**DESCRIPTION OF THE TASK:**
Filter the records below, keeping only lines with the string "fillStyle".

**RECORD EXCERPTS:**
========================================================================

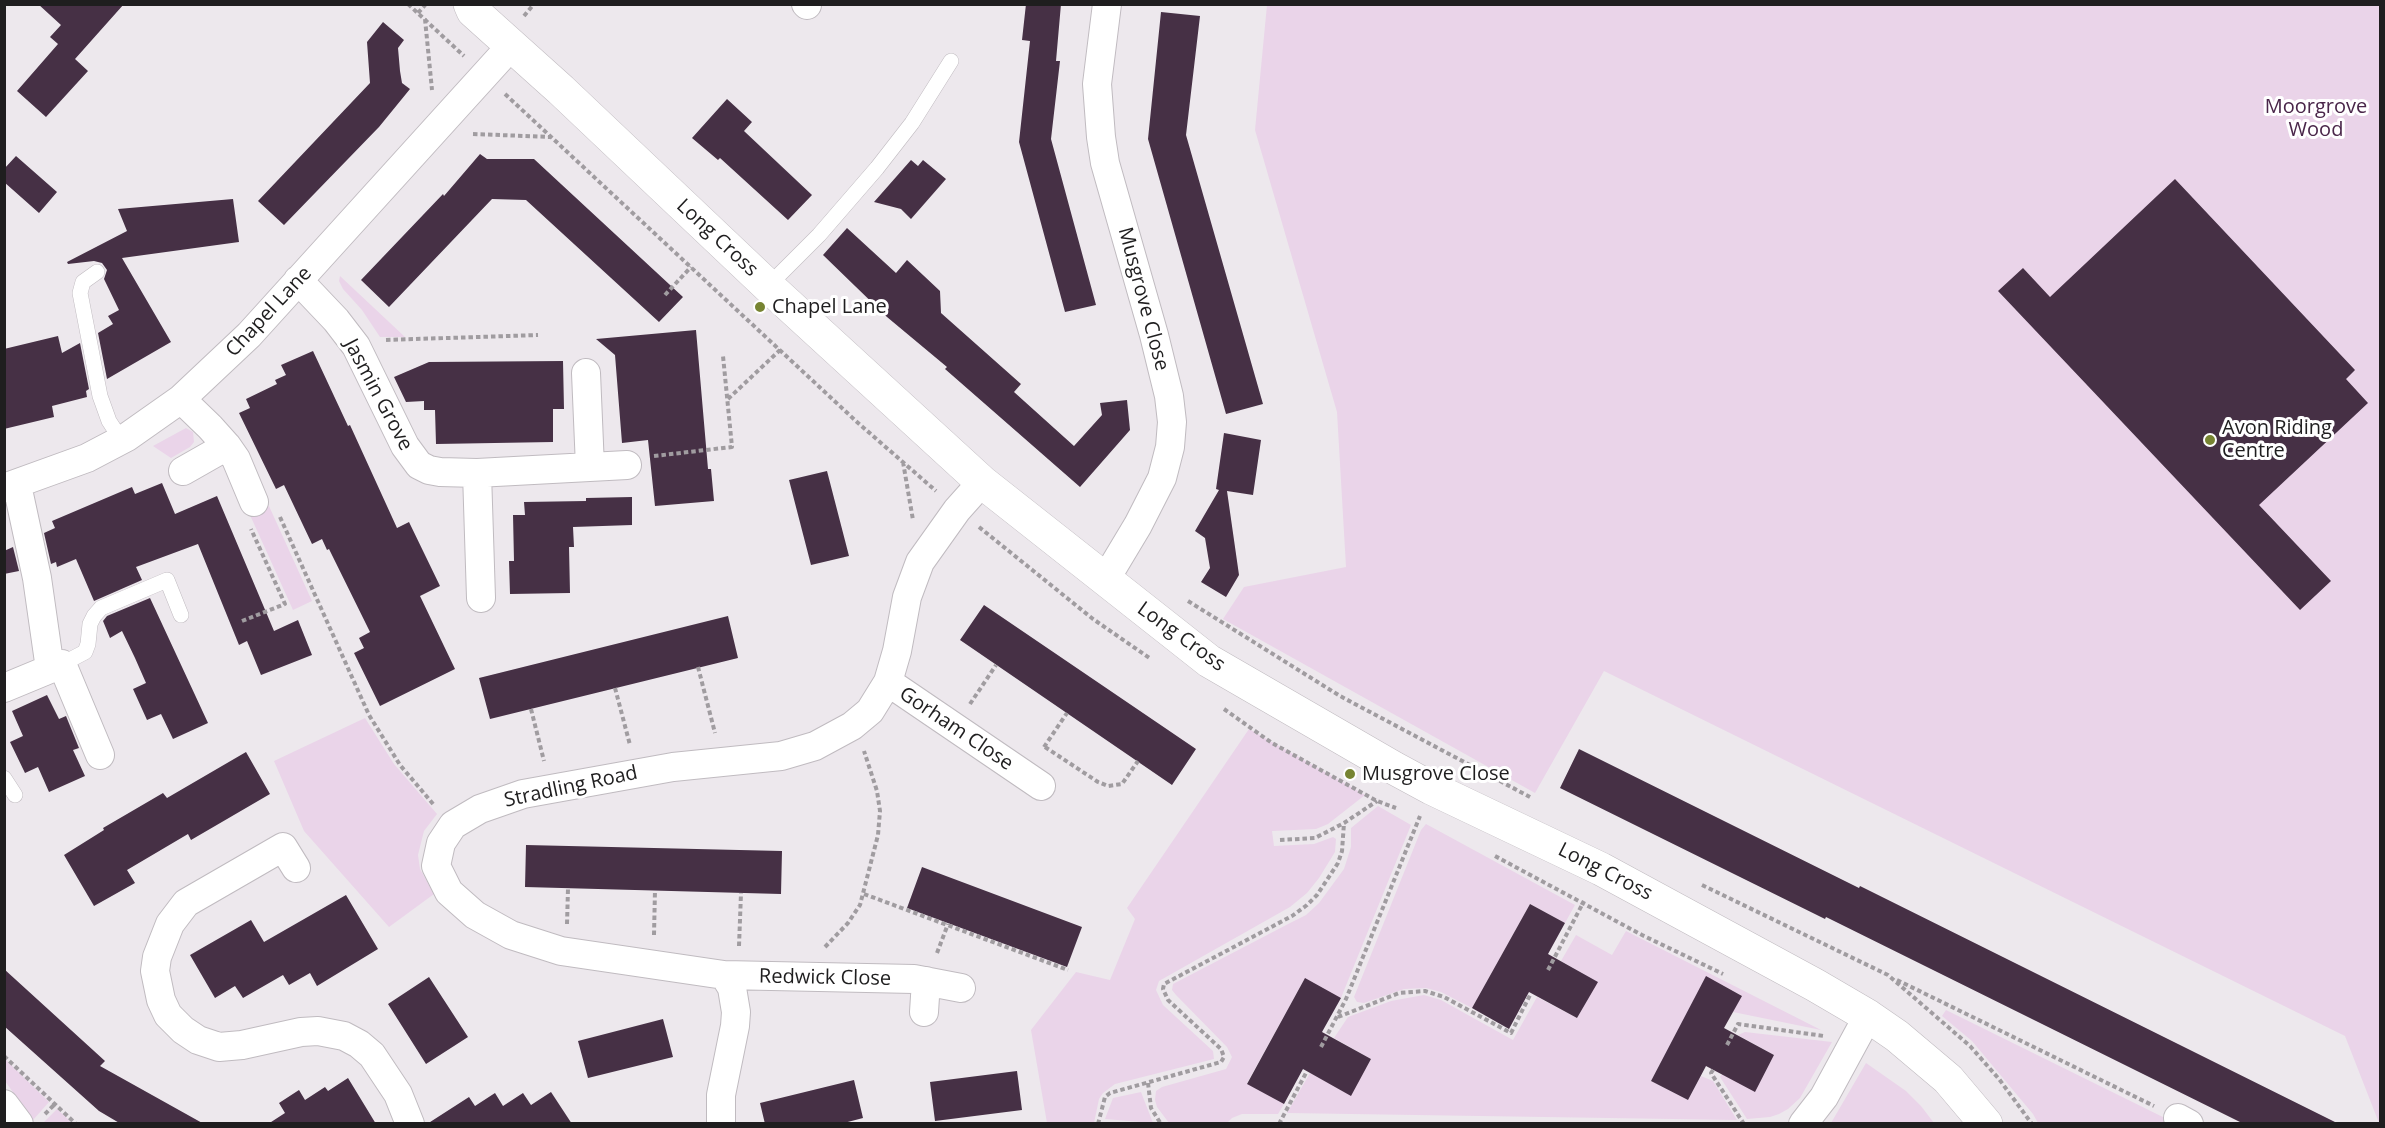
<!DOCTYPE html>
<html>
<head>
<meta charset="utf-8">
<style>
  body { margin:0 }
  #map { position:relative; width:2385px; height:1128px; overflow:hidden; background:#ede8ed; font-family:"Open Sans",sans-serif }
  canvas { display:block }
  .frame { position:absolute; inset:0; border:6px solid #1f1e1f; pointer-events:none }
</style>
</head>
<body>
<div id="map">
<canvas width="2385" height="1128"></canvas>
<div class="frame"></div>
</div>
<script>
const g = document.querySelector('canvas').getContext('2d');
g.lineJoin = 'round';
function paint(path, color) { g.fillStyle = color; g.fill(path, 'evenodd'); }
const shape = rows => new Path2D(rows.map(r => 'M' + r).join(''));
function trace(path, color, width, dash) { g.strokeStyle = color; g.lineWidth = width; g.lineCap = dash ? 'butt' : 'round'; g.setLineDash(dash || []); g.stroke(path); }
function write(font, color, halo, rows, align = 'center') {
  g.font = font + ' "Open Sans",sans-serif'; g.lineWidth = 6; g.setLineDash([]); g.textBaseline = 'middle'; g.strokeStyle = halo; g.fillStyle = color; for (const [text, x, y, turn = 0] of rows) {
    g.save(); g.translate(x, y); g.rotate((+turn || 0) * Math.PI / 180); g.textAlign = isNaN(turn) ? turn : align; if (halo) g.strokeText(text, 0, 0); g.fillText(text, 0, 0); g.restore();
  }
}
const green = shape([
  [1267,5,2380,5,2380,1123,2379,1123,2345,1036,1604,671,1535,793,1223,619,1244,587,1346,567,1337,412,1255,130],
  [340,276,405,337,380,337,362,310,343,289,339,281],
  [186,428,193,432,194,442,190,447,171,458,153,446],
  [269,506,312,601,293,610,250,515],
  [365,718,394,764,437,814,424,831,418,855,420,869,434,894,389,927,304,831,274,761],
  [1249,729,1365,795,1328,824,1316,829,1272,831,1274,846,1314,844,1333,837,1336,839,1335,852,1319,878,1307,893,1290,907,1159,981,1156,990,1163,1005,1213,1051,1214,1059,1115,1084,1103,1093,1099,1099,1094,1123,1047,1123,1031,1030,1076,972,1110,980,1135,919,1127,908],
  [1378,806,1411,825,1345,988,1341,998,1304,980,1247,1083,1284,1104,1278,1114,1242,1114,1232,1118,1227,1123,1169,1123,1157,1107,1155,1100,1156,1091,1162,1087,1226,1069,1232,1057,1227,1047,1176,995,1172,990,1173,984,1292,922,1306,915,1319,903,1344,869,1351,847,1351,828],
  [1426,824,1575,905,1565,923,1530,904,1472,1008,1441,992,1426,988,1404,989,1364,1003,1357,1002,1354,997,1421,830],
  [1626,931,1821,1030,1733,1012,1741,995,1706,977,1651,1081,1688,1100,1701,1076,1713,1081,1737,1120,1287,1113,1310,1073,1351,1095,1371,1059,1334,1038,1348,1017,1391,1001,1424,995,1441,1000,1513,1040,1537,997,1577,1018,1597,982,1561,961,1576,935,1612,955],
  [1946,1010,2175,1123,2038,1123,2033,1114,1972,1041,1942,1016],
  [1745,1032,1832,1042,1800,1098,1788,1109,1779,1114,1770,1117,1747,1119,1720,1077,1722,1074,1755,1091,1774,1055,1738,1035],
  [5,1059,49,1102,33,1120,5,1081],
  [1866,1063,1906,1091,1921,1106,1934,1123,1831,1123],
  [1141,1092,1153,1123,1105,1119,1113,1098],
  [57,1109,72,1123,43,1123]
]);
const building = shape([
  [38,4,124,4,75,59,88,71,46,117,17,91,58,44,50,37,61,25],
  [1026,4,1061,4,1056,61,1060,61,1051,139,1096,305,1065,312,1019,142,1030,41,1022,40],
  [1161,12,1200,16,1186,135,1263,404,1226,414,1148,139],
  [383,22,404,40,398,48,400,71,402,83,410,89,379,127,284,225,258,201,370,83,367,42],
  [727,99,752,122,744,131,812,195,788,220,720,158,718,160,692,138],
  [480,154,487,159,534,159,683,297,659,322,526,200,492,199,389,307,361,280,443,194,444,196],
  [16,156,57,192,39,213,4,182,4,169],
  [911,160,918,166,923,160,946,179,911,219,901,209,874,202],
  [2175,179,2355,370,2346,379,2368,403,2259,505,2331,581,2300,610,1998,291,2023,268,2050,297],
  [233,199,239,242,122,258,171,342,107,379,98,333,113,324,108,316,119,310,104,279,107,270,102,263,94,261,68,264,67,262,127,231,118,209],
  [847,228,896,273,907,260,940,291,941,313,1021,384,1014,392,1074,446,1102,415,1100,403,1127,400,1130,430,1080,487,945,369,947,367,887,317,823,255],
  [696,330,708,469,711,469,714,501,655,506,648,440,622,443,615,355,596,339],
  [58,336,62,353,80,343,89,389,86,391,87,397,52,406,54,417,4,429,4,349],
  [313,351,348,426,350,425,397,528,409,522,440,586,420,596,455,669,380,706,354,653,364,648,359,638,370,632,329,549,327,550,322,539,312,544,284,485,276,489,239,413,250,408,246,399,277,384,275,380,286,375,281,365],
  [563,361,564,409,553,409,553,442,436,444,435,410,424,410,424,401,406,402,394,377,429,362],
  [1224,433,1261,440,1253,495,1227,491,1239,575,1226,597,1201,582,1210,568,1205,538,1195,531,1219,490,1216,489],
  [827,471,849,556,811,565,789,480],
  [162,483,175,514,217,496,274,631,298,620,312,655,261,675,247,641,239,645,198,544,136,567,142,580,94,601,76,559,57,567,56,562,51,564,44,533,55,528,52,521,132,487,135,494],
  [632,497,632,525,573,527,574,547,569,547,570,593,510,594,509,561,514,561,513,515,525,515,524,502,586,501,586,498],
  [13,547,19,571,4,574,4,551],
  [150,598,208,723,173,739,161,714,147,720,133,689,146,683,135,658,122,631,110,638,103,621,107,616],
  [984,605,1196,749,1172,785,960,640],
  [728,616,738,658,490,719,479,678],
  [47,695,59,719,66,716,79,748,73,750,85,776,49,792,38,767,25,773,10,742,23,736,12,711],
  [1579,749,1859,888,1860,886,2339,1124,2244,1124,1826,917,1825,919,1560,788],
  [246,752,270,794,191,840,188,834,127,870,135,883,94,906,64,855,104,830,103,828,163,793,167,798],
  [526,845,782,851,781,894,525,887],
  [922,867,1082,927,1067,967,907,908],
  [346,895,378,949,317,986,310,973,289,985,283,975,243,998,235,986,215,998,190,955,251,920,264,942],
  [1530,904,1565,923,1548,954,1598,982,1577,1018,1529,992,1509,1029,1472,1008],
  [4,969,105,1061,100,1066,204,1124,121,1124,99,1111,4,1026],
  [1706,976,1742,996,1724,1028,1774,1055,1755,1092,1706,1066,1688,1100,1651,1081],
  [429,977,468,1037,426,1064,388,1004],
  [1305,978,1341,998,1322,1032,1371,1059,1351,1096,1303,1069,1284,1104,1247,1084],
  [663,1019,673,1057,588,1078,578,1041],
  [1017,1071,1022,1110,935,1121,930,1082],
  [348,1078,376,1124,268,1124,285,1113,279,1103,299,1090,305,1100,325,1087,328,1091],
  [854,1080,863,1118,840,1124,765,1124,760,1103],
  [551,1092,572,1124,427,1124,469,1097,475,1106,495,1093,503,1106,523,1093,531,1105]
]);
const path = shape([
  [408,4,464,56],
  [418,13,426,4],
  [524,16,534,4],
  [425,19,432,90],
  [505,94,857,422,936,491],
  [473,134,551,137],
  [665,295,691,267],
  [386,340,538,335],
  [728,399,780,350],
  [654,456,732,447,723,356],
  [903,462,913,520],
  [280,517,369,715,400,765,434,805],
  [979,527,1093,619,1151,659],
  [1188,601,1340,696,1530,797],
  [242,621,285,604,251,529],
  [698,667,715,733],
  [615,688,630,745],
  [970,704,996,665],
  [531,709,544,761],
  [1224,709,1272,743,1377,801,1396,808],
  [1044,747,1067,713],
  [1045,747,1098,782,1108,786,1122,784,1138,761],
  [1280,840,1315,838,1344,823,1377,801],
  [1495,856,1642,935,1723,974],
  [1702,885,1888,975,1970,1046,1999,1079,2032,1124],
  [864,894,1068,970],
  [567,924,568,889],
  [654,935,655,890],
  [739,946,741,893],
  [825,947,848,923,860,905,878,835,880,811,877,791,864,751],
  [937,953,948,924],
  [1548,970,1584,901],
  [1897,980,2154,1106],
  [1338,1017,1399,993,1425,991,1444,997,1511,1033,1531,993],
  [1727,1045,1738,1024,1824,1036],
  [1321,1047,1346,999,1420,816],
  [4,1056,76,1124],
  [1713,1070,1711,1073,1744,1124],
  [1148,1083,1151,1108,1161,1124],
  [45,1114,55,1104],
  [1098,1124,1105,1097,1110,1093,1221,1062,1224,1057,1221,1049,1168,1000,1163,989,1164,984,1292,916,1307,905,1317,895,1338,863,1342,851,1344,823],
  [1279,1124,1307,1071]
]);
const service = shape([
  [97,272,83,282,80,293,100,396,109,421,122,441],
  [768,286,819,235,877,168,912,123,951,61],
  [62,664,85,652,88,644,90,624,94,616,101,608,167,580,181,615],
  [4,778,15,795]
]);
const minor = shape([
  [806,4,807,5],
  [298,280,336,320,356,346,405,446,419,465,429,470,440,472,477,473,627,465],
  [586,373,590,467],
  [181,399,210,427,227,446,236,459,254,502],
  [183,471,227,446],
  [477,473,481,598],
  [17,485,37,578,50,669],
  [4,488,87,458,127,437,181,399,249,335,511,46],
  [1105,580,1138,525,1162,478,1170,447,1172,422,1169,396,1154,335,1105,163,1101,137,1097,84,1107,4],
  [888,682,1041,786],
  [4,688,62,664,100,755],
  [296,868,283,847,186,903,170,924,157,957,155,971,161,1000,168,1015,183,1030,198,1040,219,1047,242,1045,301,1032,318,1031,344,1036,359,1044,372,1055,398,1094,410,1124],
  [724,975,914,979,961,988],
  [924,1012,926,981],
  [4,1104,19,1124],
  [2178,1118,2189,1124],
  [721,1124,721,1095,735,1026,736,1012,732,988,724,975,561,951,511,935,475,915,449,892,436,866,441,843,453,825,480,809,523,794,673,767,781,756,815,746,852,726,870,711,888,682,897,651,907,597,920,562,957,510,982,482],
  [1803,1124,1824,1097,1868,1016]
]);
const tertiary = shape([
  [470,4,473,11,561,90,768,286,982,482,1209,661,1394,768,1431,788,1601,869,1815,985,1868,1016,1897,1036,1948,1079,1986,1124]
]);
const markers = [
  [760,307,6,"#778432"],
  [2210,440,6,"#778432"],
  [1350,774,6,"#778432"]
];
const parkNames = [
  ["Moorgrove",2316,107],
  ["Wood",2316,130]
];
const streetNames = [
  ["Long Cross",717,238,43],
  ["Musgrove Close",1143,299,75],
  ["Chapel Lane",269,312,-47],
  ["Jasmin Grove",378,395,62],
  ["Long Cross",1181,637,36],
  ["Gorham Close",956,729,34],
  ["Stradling Road",571,787,-12],
  ["Long Cross",1605,872,27],
  ["Redwick Close",825,978,1]
];
const poiNames = [
  ["Chapel Lane",772,307],
  ["Avon Riding",2222,428],
  ["Centre",2222,451],
  ["Musgrove Close",1362,774]
];
paint(green, '#ead4e9');
paint(building, '#463045');
trace(service, '#c0bbc0', 16);
trace(minor, '#c0bbc0', 30);
trace(tertiary, '#c0bbc0', 34);
trace(path, '#a09ca0', 4, [4.5, 3]);
trace(service, '#fff', 15);
trace(minor, '#fff', 28);
trace(tertiary, '#fff', 33);
for (const [x, y, r, color] of markers) { const dot = new Path2D(); dot.arc(x, y, r, 0, 2 * Math.PI); g.fillStyle = color; g.fill(dot); trace(dot, '#fff', 2); }
write('20px', '#4a264a', '#fff', parkNames);
write('20px', '#1f1e1f', '#fff', streetNames);
write('20px', '#1f1e1f', '#fff', poiNames, 'left');
</script>
</body>
</html>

========================================================================

**OUTPUT FOR THIS TASK:**
function paint(path, color) { g.fillStyle = color; g.fill(path, 'evenodd'); }
  g.font = font + ' "Open Sans",sans-serif'; g.lineWidth = 6; g.setLineDash([]); g.textBaseline = 'middle'; g.strokeStyle = halo; g.fillStyle = color; for (const [text, x, y, turn = 0] of rows) {
for (const [x, y, r, color] of markers) { const dot = new Path2D(); dot.arc(x, y, r, 0, 2 * Math.PI); g.fillStyle = color; g.fill(dot); trace(dot, '#fff', 2); }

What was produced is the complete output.